Around the same time Wolfsohn's Culver City, Calif., agency drew its line in the sand, Zulu Alpha Kilo adopted a similar stance. The Toronto shop took part in spec pitches during its first two years of operation, but in 2010, founder and CCO Zak Mroueh soured on the practice. "We haven't done a pitch that requires spec creative in five years," he said. "This approach allows us to support our clients' brands rather than using the resources our clients pay for to gain new business."
Obviously, most agencies aren't in a position to go the no-pitch route. Quarterly fiscal pressures virtually ensure that shops owned by holding companies will ride the spec treadmill in perpetuity. Still, in recent years, some smaller independent firms have managed to grow without engaging in spec competitions. Instead, their leaders leverage personal and professional relationships to gain entrées with brands, present ideas directly to prospective clients or, in some cases, face off against other shops only when they're compensated.

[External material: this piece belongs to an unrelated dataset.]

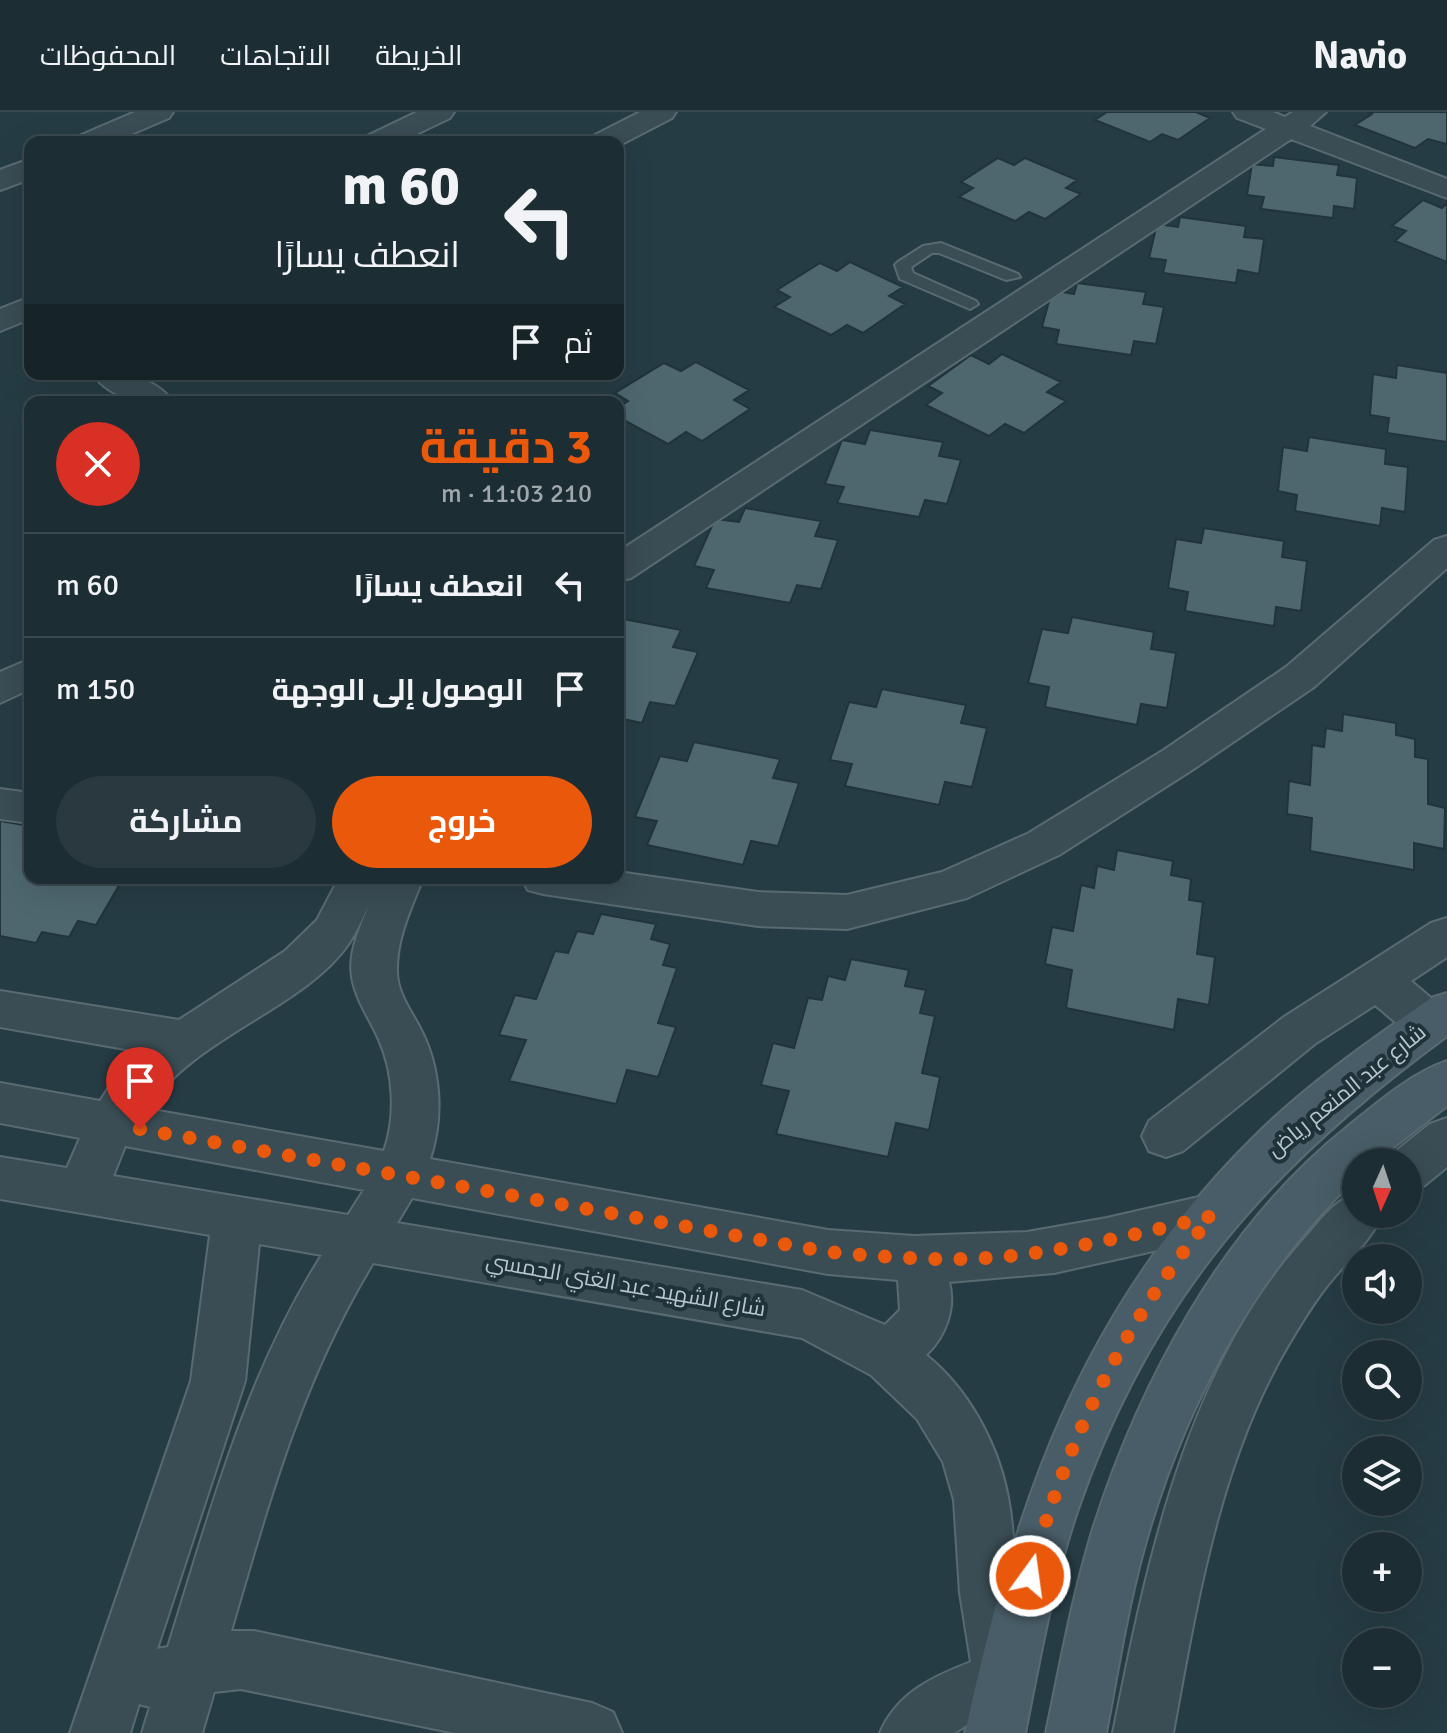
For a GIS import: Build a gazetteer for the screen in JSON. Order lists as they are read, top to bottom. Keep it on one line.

In its five years of avoiding pitches (it's passed up dozens of invites), Zulu has added assignments from Audi, Corona, Google and Puma, and increased its staff threefold to 75. "Not doing spec work and staying true to our values has expedited our growth," Mroueh said, because it eliminates distractions and allows staffers to focus on expanding relationships with clients already on its roster.
And, despite declining at least 15 invitations to spec pitches through the years, High Wide & Handsome has picked up work from Constellation Brands, Guthy-Renker and Ventura Foods. Since launching, the shop has increased its staff from three to 16.
Alas, to break through a certain ceiling, spec pitches may—even for independent, entrepreneurial players—prove at some point unavoidable. For example, 35-person Baldwin& in Raleigh, N.C., mostly eschewed such contests for its first half-decade (entering just four and turning down about 15 opportunities). Two years ago, however, founder David Baldwin decided to reconsider. "We started bumping up against this sentence from clients time after time: 'I've got 50 other agencies willing to do this for free'" and pitch without being compensated, he said.
Some entrepreneurs believe that adopting a blanket policy is foolhardy. "As your agency's growth plans become more aggressive, the high-risk/high-reward nature of those bigger spec pitch opportunities becomes a whole lot harder to ignore," said Marty Donohue, partner and creative director at 37-person Boston shop Full Contact, which launched in 2006. "Ultimately, you can continue to fall on your no-spec-pitch sword, but you may be watching your biggest and best chances to grow your company go to agencies that swallowed their pitch pride a long time ago."
Even Wolfsohn, still clinging to his principles, conceded, "We could've had 30 or 40 people and two to three times the billings if we pitched—maybe."